With one exception, for all the photos in my Tines Art Series, I used a makeshift mini-studio. The studio consists of the dining room table, one horizontal gray cardboard and two vertical cardboards (the latter to help funnel or direct light), and sunlight from a north window. I'll introduce the other images in my series in subsequent posts.

Oddly, only two months after I came up with the first two images in this series (I shot the first in March 2007), Greg Mitchell, the teacher of an advanced photography class I took at IUPUI through the Continuing Education Program, assigned our class to take a photograph that incorporated as its subject -- can you guess? Uh-huh. A fork.

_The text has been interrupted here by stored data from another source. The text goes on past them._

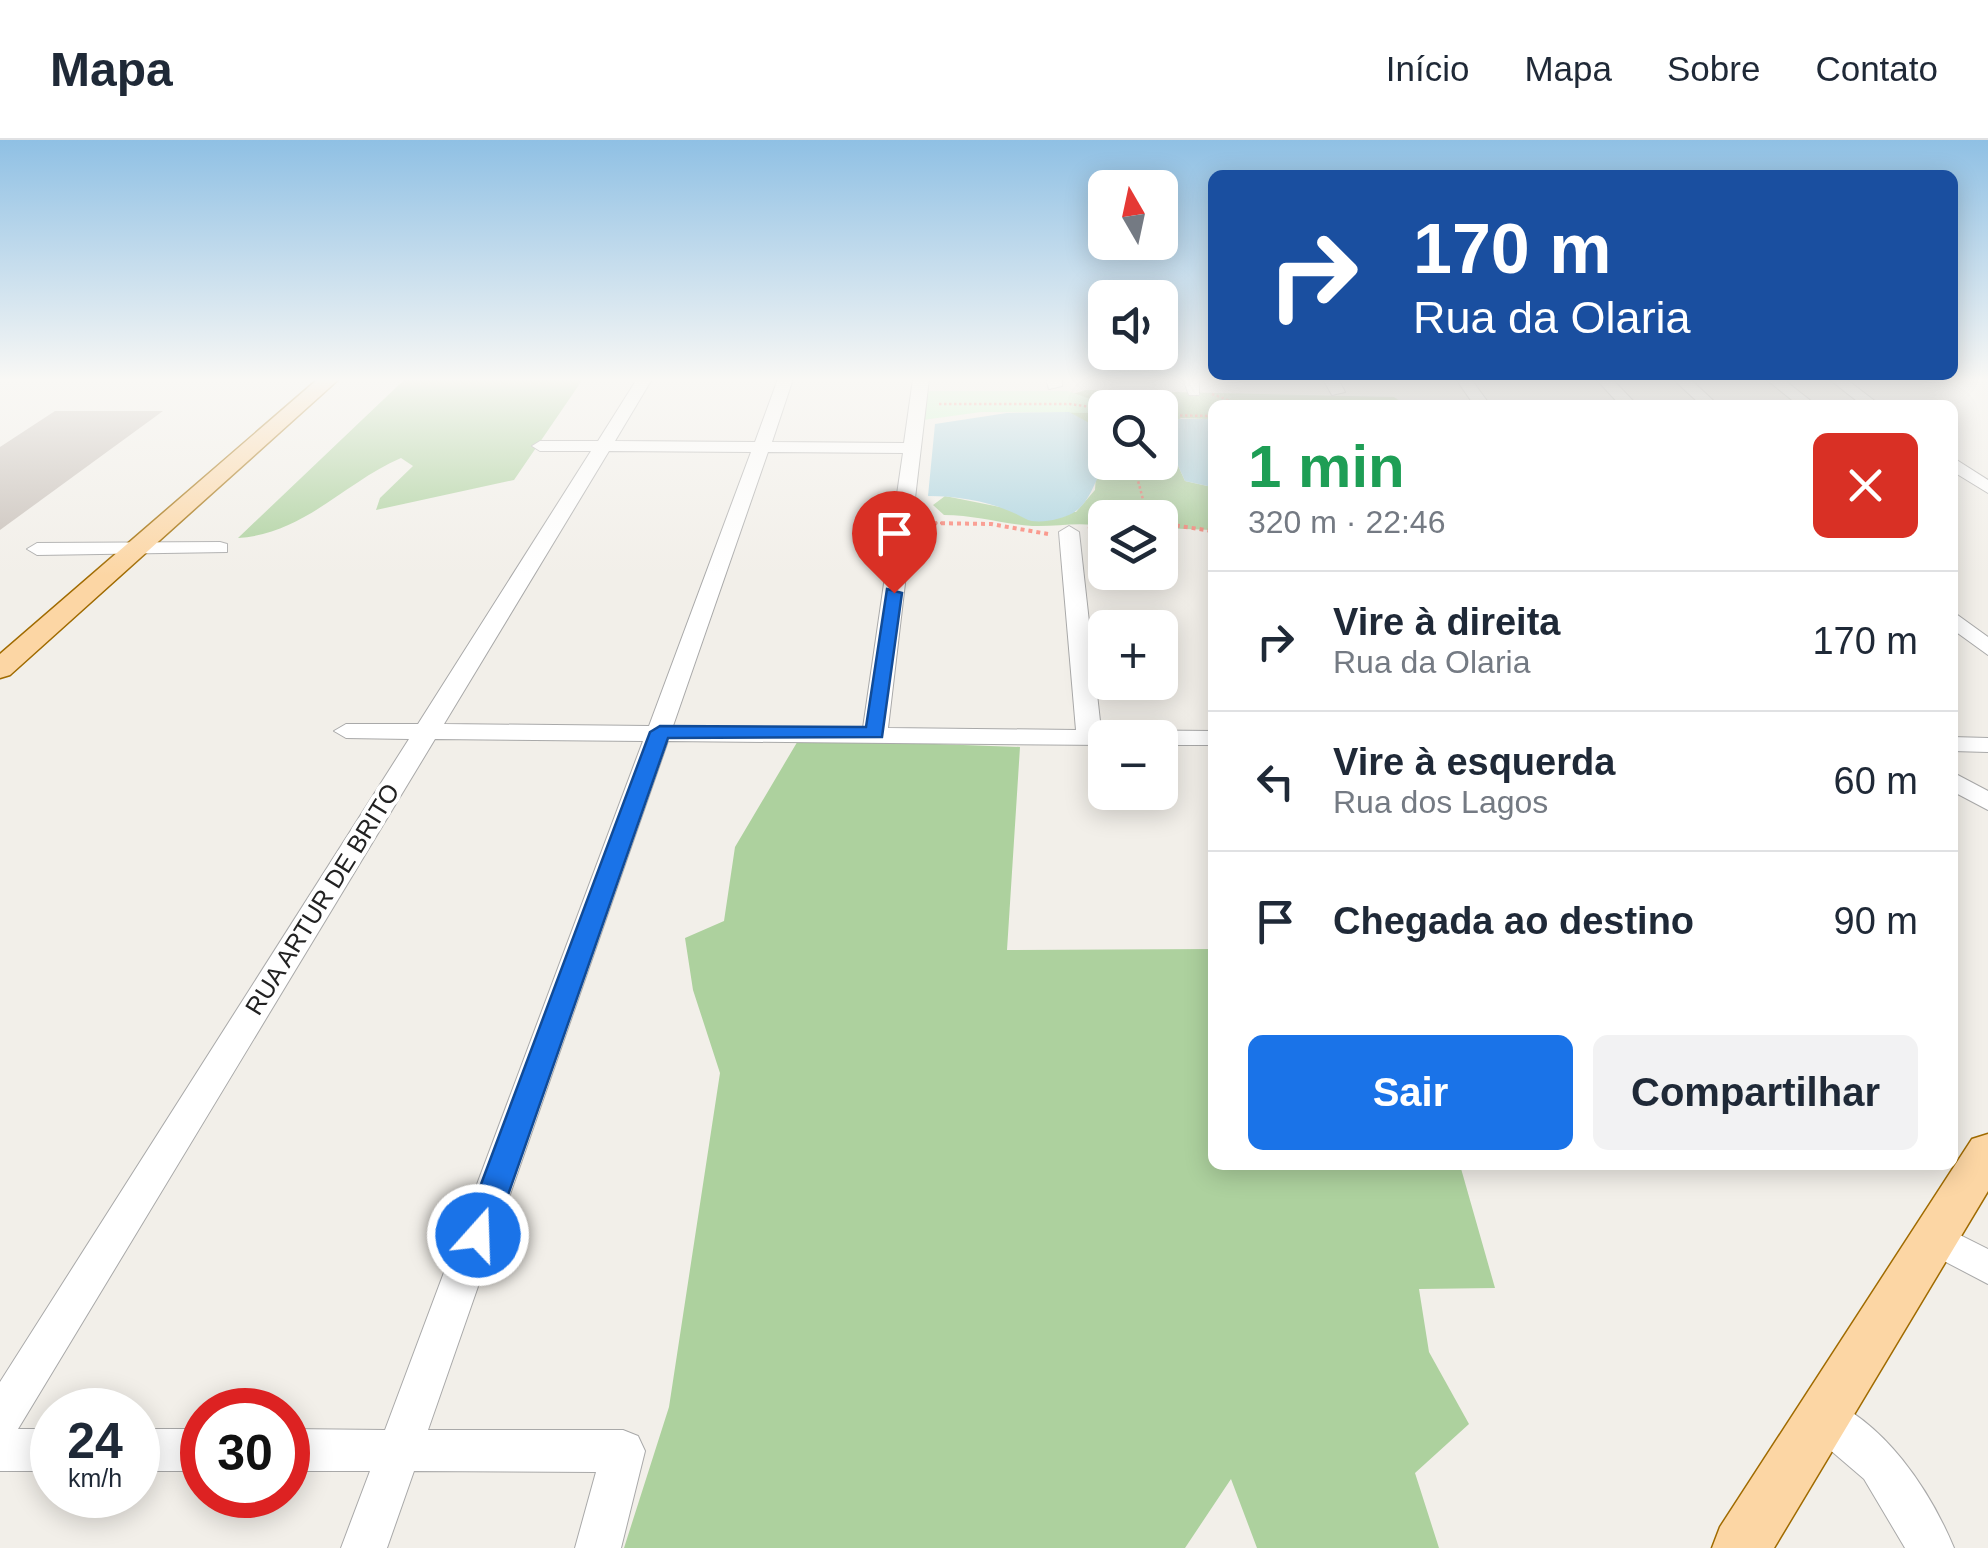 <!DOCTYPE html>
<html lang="pt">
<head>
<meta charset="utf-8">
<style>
  :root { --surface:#fff; --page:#f2f2f3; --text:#1f2937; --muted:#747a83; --line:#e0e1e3; --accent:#1a73e8 }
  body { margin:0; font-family:Helvetica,sans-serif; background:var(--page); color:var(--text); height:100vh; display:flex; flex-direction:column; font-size:38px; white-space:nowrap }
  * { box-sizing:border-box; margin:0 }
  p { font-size:32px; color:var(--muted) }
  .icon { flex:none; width:55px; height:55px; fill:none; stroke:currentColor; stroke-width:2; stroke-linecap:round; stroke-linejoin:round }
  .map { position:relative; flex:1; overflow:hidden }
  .panel { position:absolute; left:1208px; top:260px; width:750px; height:770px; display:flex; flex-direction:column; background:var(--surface); border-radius:15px; box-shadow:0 5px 25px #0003 }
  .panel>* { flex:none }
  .banner { position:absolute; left:1208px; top:30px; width:750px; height:210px; border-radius:15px; box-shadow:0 5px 25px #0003; background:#1a4fa0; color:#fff; overflow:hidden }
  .needle { width:65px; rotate:351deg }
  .buttons { position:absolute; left:1088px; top:30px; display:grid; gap:20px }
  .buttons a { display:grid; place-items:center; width:90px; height:90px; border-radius:15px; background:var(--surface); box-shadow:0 5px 25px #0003; font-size:50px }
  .speed { position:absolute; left:30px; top:1248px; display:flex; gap:20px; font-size:50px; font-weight:700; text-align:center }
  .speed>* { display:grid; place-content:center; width:130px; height:130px; border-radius:50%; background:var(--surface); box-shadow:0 5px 25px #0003; line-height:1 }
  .speed small { font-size:25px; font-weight:400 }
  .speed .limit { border:15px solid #d22; background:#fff; color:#111 }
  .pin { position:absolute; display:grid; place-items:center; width:85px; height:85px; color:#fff; margin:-102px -42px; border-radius:50% 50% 50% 0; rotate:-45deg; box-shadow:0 0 10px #0007 }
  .pin .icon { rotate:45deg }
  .me { position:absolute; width:110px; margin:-55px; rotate:20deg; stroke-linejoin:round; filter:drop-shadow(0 0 8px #0008) }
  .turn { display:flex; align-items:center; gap:35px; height:210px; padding:0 40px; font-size:45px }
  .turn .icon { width:130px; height:130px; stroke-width:2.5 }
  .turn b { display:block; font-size:70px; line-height:85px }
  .round { display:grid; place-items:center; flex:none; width:105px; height:105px; border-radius:15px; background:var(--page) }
  .summary { display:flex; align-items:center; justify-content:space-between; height:170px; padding:0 40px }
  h1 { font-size:60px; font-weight:700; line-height:75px; color:#1e9e55 }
  .cta { display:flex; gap:20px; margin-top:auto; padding:20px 40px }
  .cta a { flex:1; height:115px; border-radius:15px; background:var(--accent); color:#fff; font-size:40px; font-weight:700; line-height:115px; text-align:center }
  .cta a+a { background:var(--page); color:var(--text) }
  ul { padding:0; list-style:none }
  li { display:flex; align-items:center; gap:30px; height:140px; padding:0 40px; border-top:2px solid var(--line) }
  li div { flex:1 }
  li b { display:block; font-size:38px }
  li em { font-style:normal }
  header { display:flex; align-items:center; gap:60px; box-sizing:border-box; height:140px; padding:0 50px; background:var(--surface); border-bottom:2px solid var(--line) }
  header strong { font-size:48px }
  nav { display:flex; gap:55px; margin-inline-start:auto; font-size:35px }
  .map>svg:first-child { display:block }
  .forest { fill:#add19e }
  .park { fill:#c8facc }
  .water { fill:#aad3df }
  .building { fill:#c7bfb8 }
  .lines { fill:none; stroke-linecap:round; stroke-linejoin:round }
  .minor-casing { stroke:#a9a9a9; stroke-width:2 }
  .major-casing { stroke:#a06b00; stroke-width:3 }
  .path-far1 { stroke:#fa8072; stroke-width:2.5; stroke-dasharray:2.5 2.5; stroke-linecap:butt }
  .path { stroke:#fa8072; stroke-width:4; stroke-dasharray:4 4; stroke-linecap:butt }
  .minor { fill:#fff; fill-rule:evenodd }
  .major { fill:#fcd6a4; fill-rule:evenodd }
  .route { fill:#1a73e8; stroke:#114b97; stroke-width:2.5 }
  .labels { text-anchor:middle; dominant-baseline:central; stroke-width:8; stroke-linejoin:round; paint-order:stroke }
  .street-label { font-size:25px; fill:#222; stroke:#fff }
</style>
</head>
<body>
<header>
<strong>Mapa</strong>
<nav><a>Início</a><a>Mapa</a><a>Sobre</a><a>Contato</a></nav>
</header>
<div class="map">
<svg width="1988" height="1408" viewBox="0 0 1988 1408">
  <rect width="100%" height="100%" fill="#f2efe9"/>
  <path class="forest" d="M 405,239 L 583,239 L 514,340 L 376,370 L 380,358 L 413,326 L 401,318 C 345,342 304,394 238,398 Z
    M 1086,250 L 1394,257 L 1406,265 L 1212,265 L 1212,279 L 1181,278 L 1161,288 L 1185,341 L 1212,347 L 1212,390 L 1160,388 L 1160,378 L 1105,378 L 1105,387 C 1080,381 1058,387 1032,386 C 1003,384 975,375 944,375 L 933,365 L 945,356 L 1020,371 L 1076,372 L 1095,350 L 1096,334 L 1107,323 L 1160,322 L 1160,268 L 1105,268 L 1105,319 L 1069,272 L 1066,256 Z
    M 799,599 L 1020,607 L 1007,810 L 1212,809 L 1212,1025 L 1460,1025 L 1495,1148 L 1419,1149 L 1429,1212 L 1469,1284 L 1415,1333 L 1439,1408 L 1257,1408 L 1231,1339 L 1185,1408 L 624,1408 L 669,1267 L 720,933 L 693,850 L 685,798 L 724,781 L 735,707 Z"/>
  <path class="park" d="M 926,251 L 1068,251 L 1107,265 L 1098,273 L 981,272 L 923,280 Z"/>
  <path class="water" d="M 1069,272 L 1093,285 L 1092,302 L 1108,323 C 1093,338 1093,361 1073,373 C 1063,379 1037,385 1026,379 C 997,363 963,356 928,356 L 935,284 L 1007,273 Z
    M 1163,279 L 1212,279 L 1212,347 L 1185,341 L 1161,288 Z"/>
  <path class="building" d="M 55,271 L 163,271 L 0,390 L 0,307 Z"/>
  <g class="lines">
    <g class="minor-casing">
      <path id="minor" d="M 637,239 L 652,239 L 615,301 L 755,302 L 778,239 L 793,239 L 772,302 L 904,303 L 913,239 L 929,239 L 888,588 L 1076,590 L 1059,392 L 1069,386 L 1079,392 L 1101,590 L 1212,591 L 1212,605 L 1160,605 L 1160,598 L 1105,598 L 1105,605 L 668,601 L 428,1290 L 623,1290 L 638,1296 L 645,1311 L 621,1408 L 575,1408 L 596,1332 L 414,1331 L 387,1408 L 341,1408 L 370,1331 L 288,1331 L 288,1289 L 385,1290 L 643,601 L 435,599 L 18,1289 L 52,1289 L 52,1331 L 0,1331 L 0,1242 L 409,599 L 346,598 L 334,591 L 346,584 L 418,584 L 591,311 L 540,311 L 532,306 L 540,301 L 598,301 ZM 609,311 L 751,312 L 649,586 L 444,584 ZM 768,312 L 903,313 L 863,588 L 673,586 Z
        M 1046,239 L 1062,239 L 1062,246 L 1049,249 Z
        M 1183,239 L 1199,239 L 1199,255 L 1189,255 Z
        M 1323,239 L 1338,239 L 1345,252 L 1332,255 Z
        M 1456,239 L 1471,239 L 1490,265 L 1474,265 Z
        M 1596,239 L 1612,239 L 1637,265 L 1620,265 Z
        M 1673,239 L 1690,239 L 1718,265 L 1701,265 Z
        M 1766,239 L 1783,239 L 1816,265 L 1798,265 Z
        M 1829,239 L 1846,239 L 1880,265 L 1862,265 Z
        M 1952,317 L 1988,340 L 1988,353 L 1952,331 Z
        M 220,402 L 227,404 L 227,412 L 37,415 L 27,409 L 37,403 Z
        M 1952,471 L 1988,497 L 1988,515 L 1952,489 Z
        M 1952,597 L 1988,598 L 1988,612 L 1952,611 Z
        M 1952,632 L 1988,651 L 1988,670 L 1952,651 Z
        M 1934,1082 L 1988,1109 L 1988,1144 L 1921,1109 L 1915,1098 L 1921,1087 Z
        M 1823,1257 C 1884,1281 1930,1350 1954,1408 L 1905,1408 L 1864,1339 L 1808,1291 L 1802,1277 L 1808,1263 Z
        M 138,1289 L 202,1289 L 202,1331 L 138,1331 Z"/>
    </g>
    <g class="major-casing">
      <path id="major" d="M 318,239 L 339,239 L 10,535 L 0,538 L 0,514 Z
        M 1988,994 L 1988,1051 L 1774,1408 L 1712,1408 L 1720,1387 L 1972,999 Z"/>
    </g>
    <path class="path-far1" d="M 1212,254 L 1241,265
      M 939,264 L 1070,264 L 1105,269
      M 1160,275 L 1177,258
      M 1160,275 L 1212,276
      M 1133,322 L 1148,378
      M 925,383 L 944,383"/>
    <path class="path" d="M 925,383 L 991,384 L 1048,394
      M 1160,383 L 1212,391
      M 1088,389 L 1105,387"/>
    <use href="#minor" class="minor"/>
    <use href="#major" class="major"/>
  </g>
  <linearGradient id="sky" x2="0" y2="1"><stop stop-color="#8fc0e4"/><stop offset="0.55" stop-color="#f9f8f5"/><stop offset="1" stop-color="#f9f8f5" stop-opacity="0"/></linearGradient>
  <rect width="1988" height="436" fill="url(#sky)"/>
  <path class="route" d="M 887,449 L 902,453 L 882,597 L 668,598 L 494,1095 L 489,1104 L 478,1108 L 467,1104 L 462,1095 L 650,592 L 660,586 L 866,587 Z"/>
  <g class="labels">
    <g class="street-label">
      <text transform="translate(322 759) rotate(-58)">RUA ARTUR DE BRITO</text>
    </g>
  </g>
</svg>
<div class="buttons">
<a><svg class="needle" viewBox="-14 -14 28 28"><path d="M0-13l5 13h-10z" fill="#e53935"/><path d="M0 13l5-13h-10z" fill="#747a83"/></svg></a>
<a><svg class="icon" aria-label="sound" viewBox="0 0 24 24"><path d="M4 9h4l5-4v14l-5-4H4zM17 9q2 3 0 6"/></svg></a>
<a><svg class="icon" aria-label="search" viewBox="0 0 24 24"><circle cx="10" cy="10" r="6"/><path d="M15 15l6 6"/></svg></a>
<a><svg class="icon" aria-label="layers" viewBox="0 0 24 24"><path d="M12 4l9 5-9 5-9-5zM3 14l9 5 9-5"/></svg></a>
<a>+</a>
<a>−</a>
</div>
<div class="speed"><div>24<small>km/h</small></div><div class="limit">30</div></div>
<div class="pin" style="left:894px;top:453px;background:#d93025"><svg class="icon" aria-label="arrive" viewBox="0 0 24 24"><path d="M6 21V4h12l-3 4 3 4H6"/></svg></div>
<svg class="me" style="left:478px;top:1095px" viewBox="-20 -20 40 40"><circle r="17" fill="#1a73e8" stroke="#fff" stroke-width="3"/><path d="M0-11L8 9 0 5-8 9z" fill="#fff"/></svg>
<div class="banner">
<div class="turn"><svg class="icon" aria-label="right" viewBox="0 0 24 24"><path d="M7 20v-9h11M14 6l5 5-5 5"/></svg><div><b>170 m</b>Rua da Olaria</div></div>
</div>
<section class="panel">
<div class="summary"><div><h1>1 min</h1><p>320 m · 22:46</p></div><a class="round" style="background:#d93025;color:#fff"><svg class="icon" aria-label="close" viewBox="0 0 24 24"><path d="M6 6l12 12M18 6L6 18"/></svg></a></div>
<ul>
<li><svg class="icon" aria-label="right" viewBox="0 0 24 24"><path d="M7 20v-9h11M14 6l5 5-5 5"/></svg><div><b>Vire à direita</b><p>Rua da Olaria</p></div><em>170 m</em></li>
<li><svg class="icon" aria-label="left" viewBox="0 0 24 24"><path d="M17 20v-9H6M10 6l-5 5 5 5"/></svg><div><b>Vire à esquerda</b><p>Rua dos Lagos</p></div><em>60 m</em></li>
<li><svg class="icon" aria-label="arrive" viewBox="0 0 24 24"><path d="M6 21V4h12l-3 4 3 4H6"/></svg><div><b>Chegada ao destino</b></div><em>90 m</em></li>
</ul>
<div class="cta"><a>Sair</a><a>Compartilhar</a></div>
</section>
</div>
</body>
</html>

I didn't submit "Forks in the Row" for my assignment, but I did submit the one I had taken in March. I thought the "fork in the road" concept might be a bit too obvious, and indeed, another student did submit one. To her credit, she did a nice job with it. She set up the shot outside and positioned a table fork on a road in rural Hancock County. It had to be a bit risky, considering that she could easily have encountered traffic in the time it took to set up and take the shot to her satisfaction. Increasing the danger, she lay prone in the center of the pavement to give the camera a direct line to the fork. She did ask her young son to act as a lookout for traffic, by the way, and fortunately, she had no close calls. The depth of field she used helped make hers a fine effort, I thought. 

After we submitted our images to Greg, he seemed less than impressed and challenged us to go out and do it again for the following week's assignment. I was glad; after submitting the first image, I felt like I had skirted the spirit of the assignment by submitting a photo I'd already taken, and I really did want to  do a new one. Now Greg was giving me that chance, and not only did I submit a new image for the redo assignment, I submitted two. After I'd taken the first shot and emailed it to Greg, I came upon a fortuitous situation for a second tines image, snagged it and sent that to Greg, too. When the class convened and Greg asked me to tell the story behind the second image, I got the sense that some of my classmates were skeptical, but I asserted then, and I assert now, it was 100% true. 

I'll tell that story in a later post.